Radarwarga.id – Portal Berita Warga dan Informasi Terpopuler – 23 Juni 2026 | Coretax, sistem terintegrasi yang dikembangkan oleh Direktorat Jenderal Pajak (DJP) Kementerian Keuangan, kini telah terhubung dengan berbagai sistem milik pemerintah maupun lembaga lain. Sistem ini mulai beroperasi penuh pada 2025 dan merupakan bagian dari reformasi administrasi perpajakan di Indonesia.

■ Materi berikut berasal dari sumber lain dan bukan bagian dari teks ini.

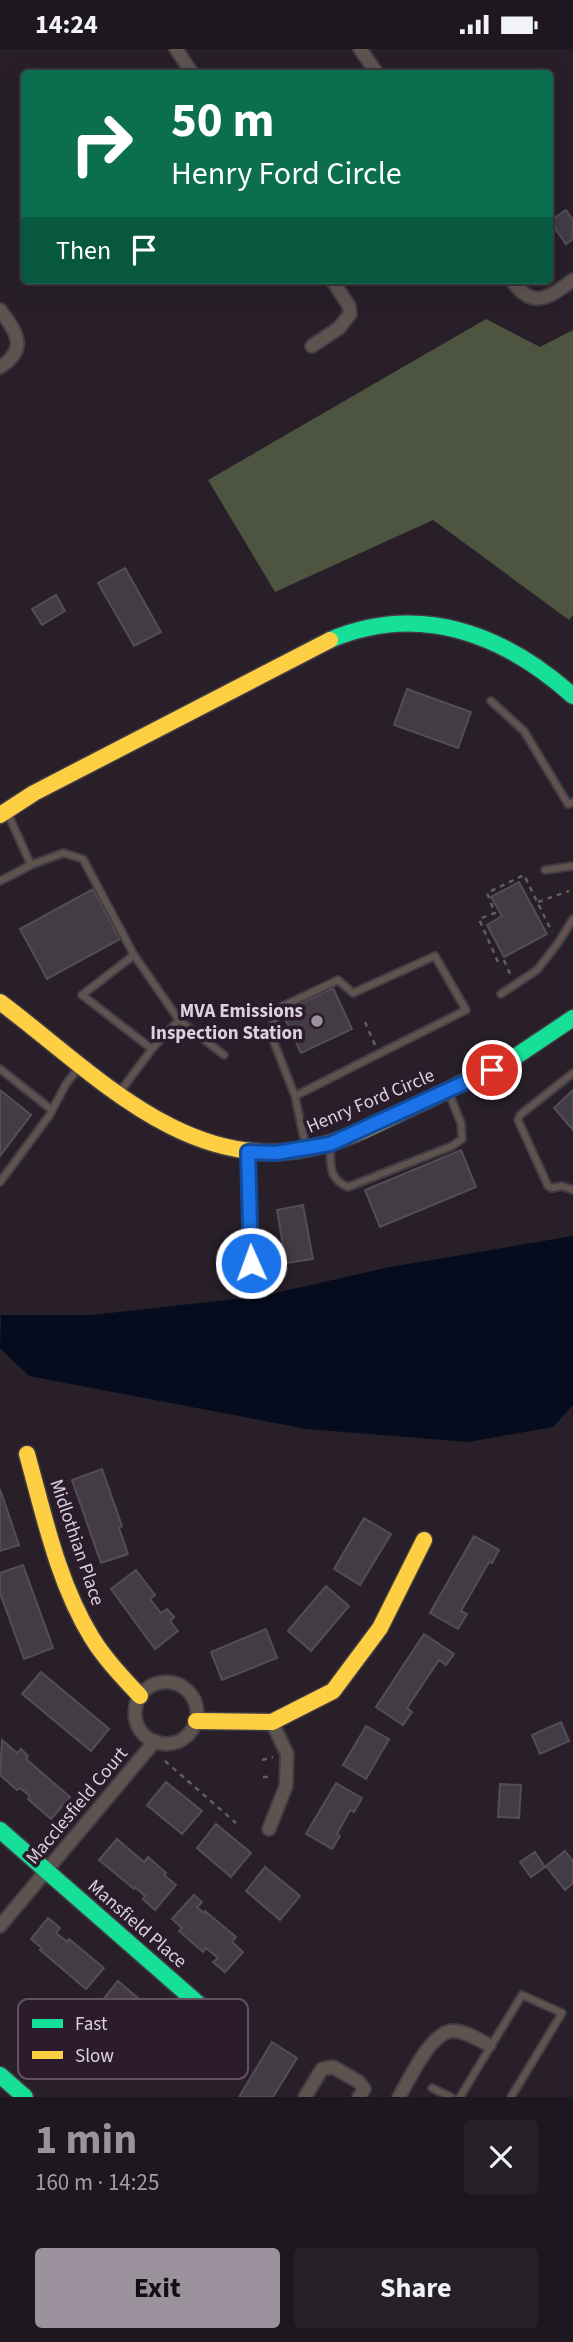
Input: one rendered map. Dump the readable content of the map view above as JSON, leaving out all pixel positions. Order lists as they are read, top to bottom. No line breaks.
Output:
{"streets":{"street":["Henry Ford Circle","Midlothian Place","Macclesfield Court","Mansfield Place"]},"crossings":[["Midlothian Place","Macclesfield Court"],["Macclesfield Court","Mansfield Place"]],"places":["MVA Emissions Inspection Station"],"legend":["Fast","Slow"],"page":{"status":"14:24","turn":["50 m","Henry Ford Circle"],"then":"Then","heading":["1 min","160 m · 14:25"],"buttons":["Exit","Share"]}}
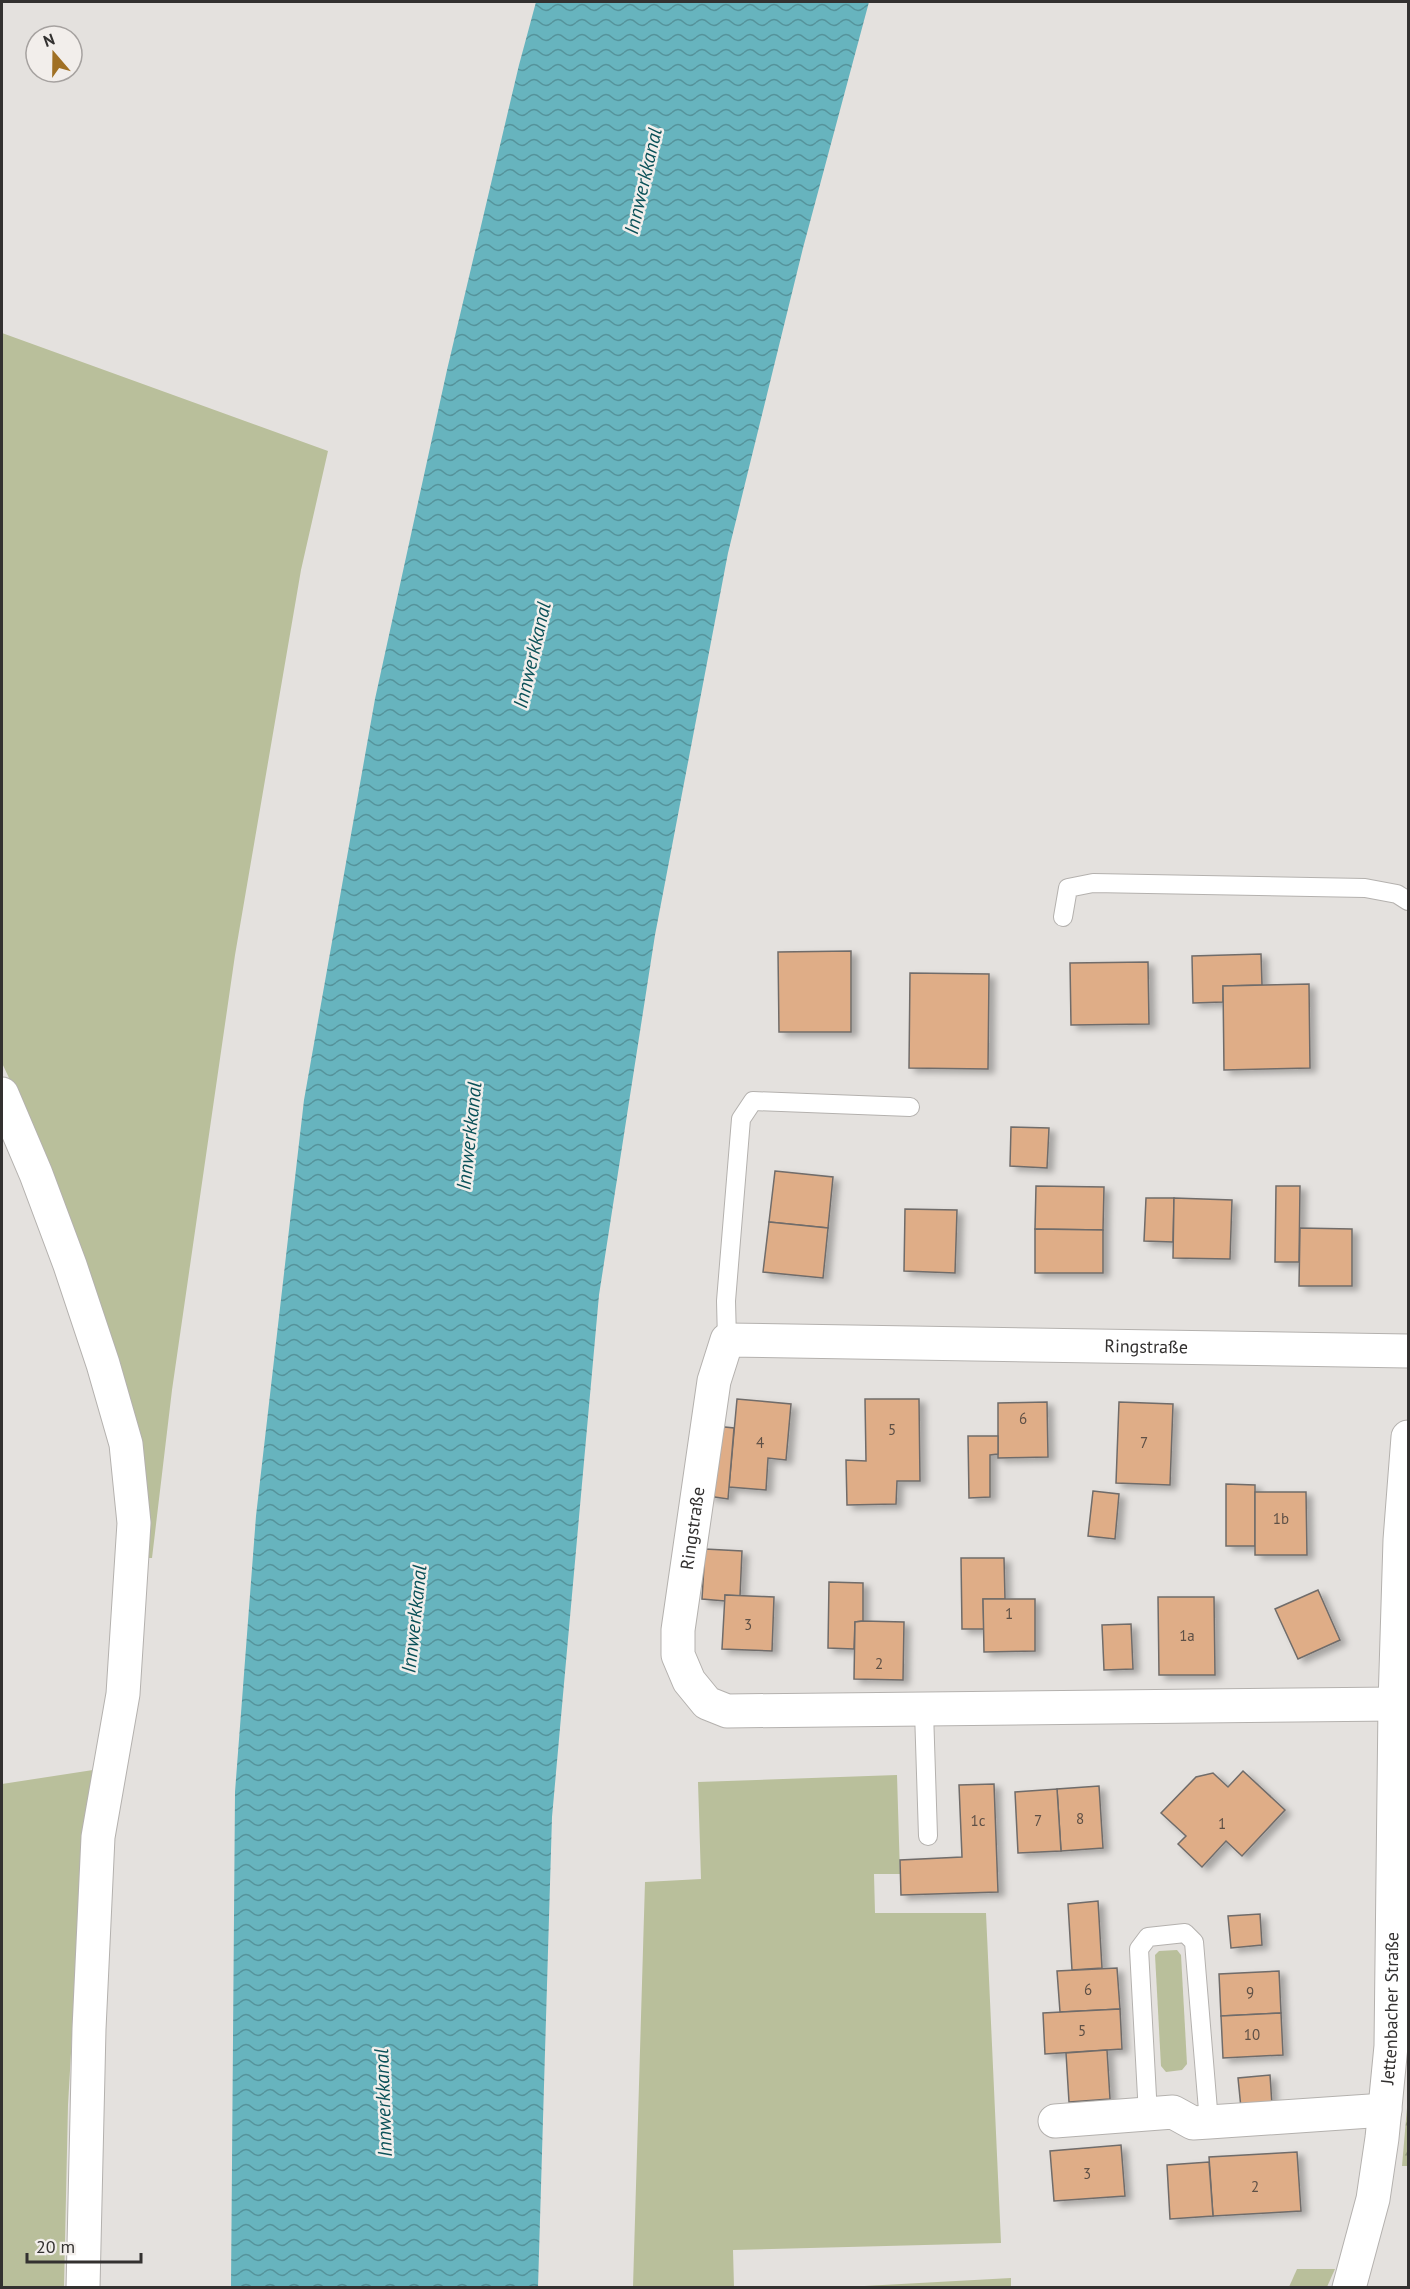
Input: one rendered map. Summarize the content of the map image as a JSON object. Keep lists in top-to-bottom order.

Direktur Jenderal Pajak Kementerian Keuangan, Bimo Wijayanto, mengatakan bahwa Coretax menjadi mesin utama dalam reformasi administrasi perpajakan yang telah berjalan sejak 2018. Menurut dia, digitalisasi sistem menjadi kebutuhan mendesak seiring meningkatnya jumlah wajib pajak dan semakin kompleksnya transaksi ekonomi di era digital.
Coretax dirancang sebagai sistem terintegrasi yang mampu menghubungkan layanan perpajakan, pengolahan data, hingga manajemen kepatuhan dalam satu platform. Sistem tersebut juga dinilai mampu menangkap berbagai data transaksi ekonomi digital dan aktivitas ekonomi yang sebelumnya sulit terpantau.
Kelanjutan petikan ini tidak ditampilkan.